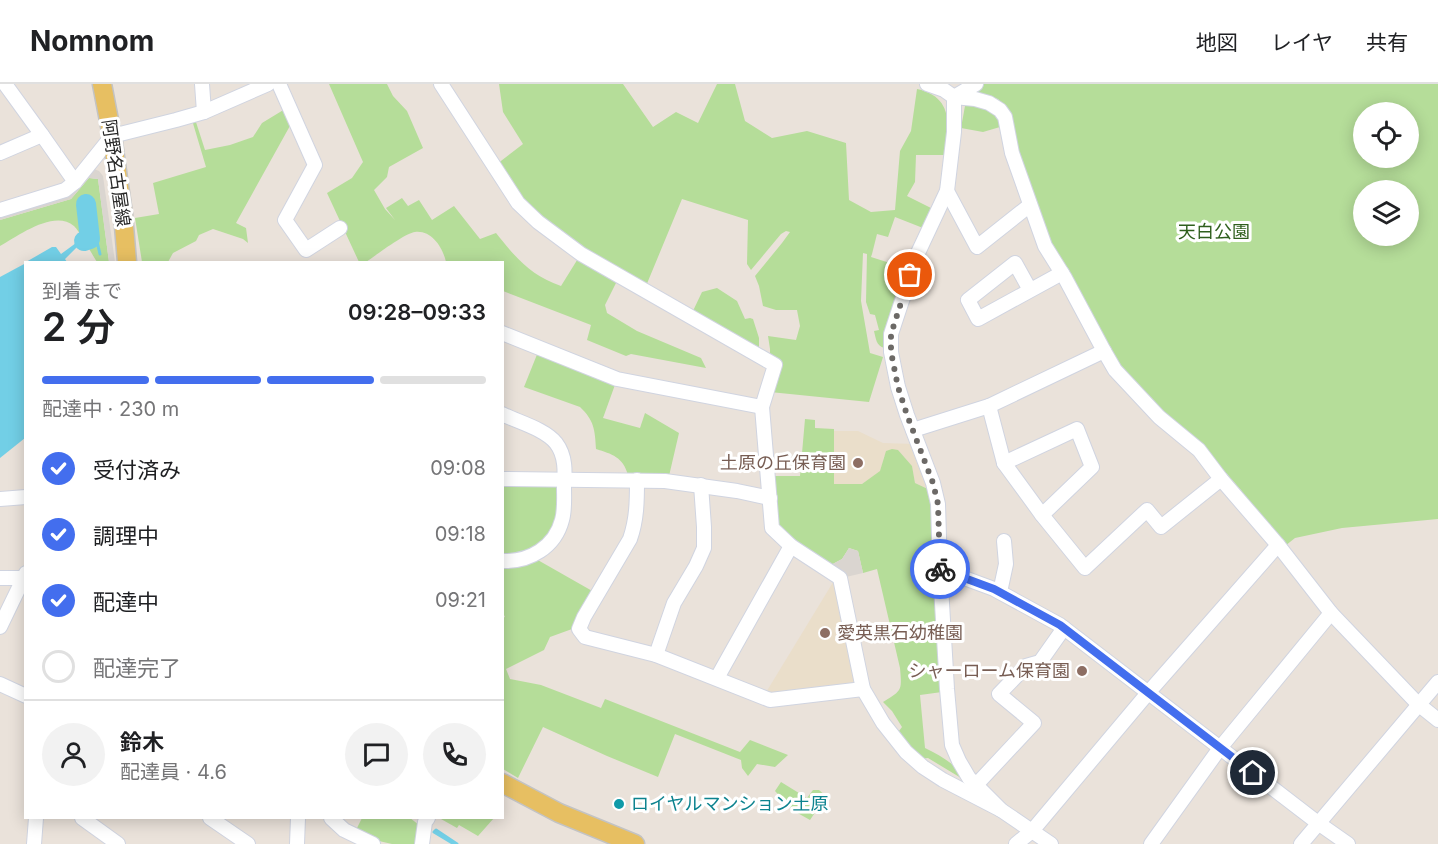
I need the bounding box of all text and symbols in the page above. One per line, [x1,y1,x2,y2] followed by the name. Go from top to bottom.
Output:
[30,24,154,58] text: Nomnom
[1196,30,1238,55] text: 地図
[1271,30,1333,55] text: レイヤ
[1366,30,1408,55] text: 共有
[1353,102,1419,246] map controls
[1353,102,1419,168] button: locate
[99,118,134,228] street label: 阿野名古屋線
[1353,180,1419,246] button: layers
[1178,221,1250,242] park label: 天白公園
[884,249,935,300] pin
[893,258,926,291] icon: bag
[42,279,122,303] text: 到着まで
[348,299,486,325] text: 09:28–09:33
[42,303,115,350] text: 2 分
[42,397,179,421] text: 配達中 · 230 m
[42,452,75,485] icon: check
[720,452,846,473] place label: 土原の丘保育園
[430,456,486,480] text: 09:08
[851,456,865,470] marker: 土原の丘保育園
[93,457,181,483] text: 受付済み
[42,518,75,551] icon: check
[435,522,486,546] text: 09:18
[93,523,159,549] text: 調理中
[910,539,970,599] courier
[924,553,957,586] icon: bike
[42,584,75,617] icon: check
[435,588,486,612] text: 09:21
[93,589,159,615] text: 配達中
[837,622,963,643] place label: 愛英黒石幼稚園
[818,626,832,640] marker: 愛英黒石幼稚園
[93,655,181,681] text: 配達完了
[909,660,1070,681] place label: シャーローム保育園
[1075,664,1089,678] marker: シャーローム保育園
[42,723,105,786] button: person
[345,723,408,786] button: chat
[423,723,486,786] button: phone
[120,729,164,755] text: 鈴木
[1227,747,1278,798] pin
[1236,756,1269,789] icon: home
[120,760,227,784] text: 配達員 · 4.6
[631,793,828,814] place label: ロイヤルマンション土原
[612,797,626,811] marker: ロイヤルマンション土原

• What to work on:
Each line above should be printed again exactly, though the pictures should not be.

• Solution to the problem:
I need the bounding box of all text and symbols in the page above. One per line, [x1,y1,x2,y2] followed by the name. Go from top to bottom.
Output:
[30,24,154,58] text: Nomnom
[1196,30,1238,55] text: 地図
[1271,30,1333,55] text: レイヤ
[1366,30,1408,55] text: 共有
[1353,102,1419,246] map controls
[1353,102,1419,168] button: locate
[99,118,134,228] street label: 阿野名古屋線
[1353,180,1419,246] button: layers
[1178,221,1250,242] park label: 天白公園
[884,249,935,300] pin
[893,258,926,291] icon: bag
[42,279,122,303] text: 到着まで
[348,299,486,325] text: 09:28–09:33
[42,303,115,350] text: 2 分
[42,397,179,421] text: 配達中 · 230 m
[42,452,75,485] icon: check
[720,452,846,473] place label: 土原の丘保育園
[430,456,486,480] text: 09:08
[851,456,865,470] marker: 土原の丘保育園
[93,457,181,483] text: 受付済み
[42,518,75,551] icon: check
[435,522,486,546] text: 09:18
[93,523,159,549] text: 調理中
[910,539,970,599] courier
[924,553,957,586] icon: bike
[42,584,75,617] icon: check
[435,588,486,612] text: 09:21
[93,589,159,615] text: 配達中
[837,622,963,643] place label: 愛英黒石幼稚園
[818,626,832,640] marker: 愛英黒石幼稚園
[93,655,181,681] text: 配達完了
[909,660,1070,681] place label: シャーローム保育園
[1075,664,1089,678] marker: シャーローム保育園
[42,723,105,786] button: person
[345,723,408,786] button: chat
[423,723,486,786] button: phone
[120,729,164,755] text: 鈴木
[1227,747,1278,798] pin
[1236,756,1269,789] icon: home
[120,760,227,784] text: 配達員 · 4.6
[631,793,828,814] place label: ロイヤルマンション土原
[612,797,626,811] marker: ロイヤルマンション土原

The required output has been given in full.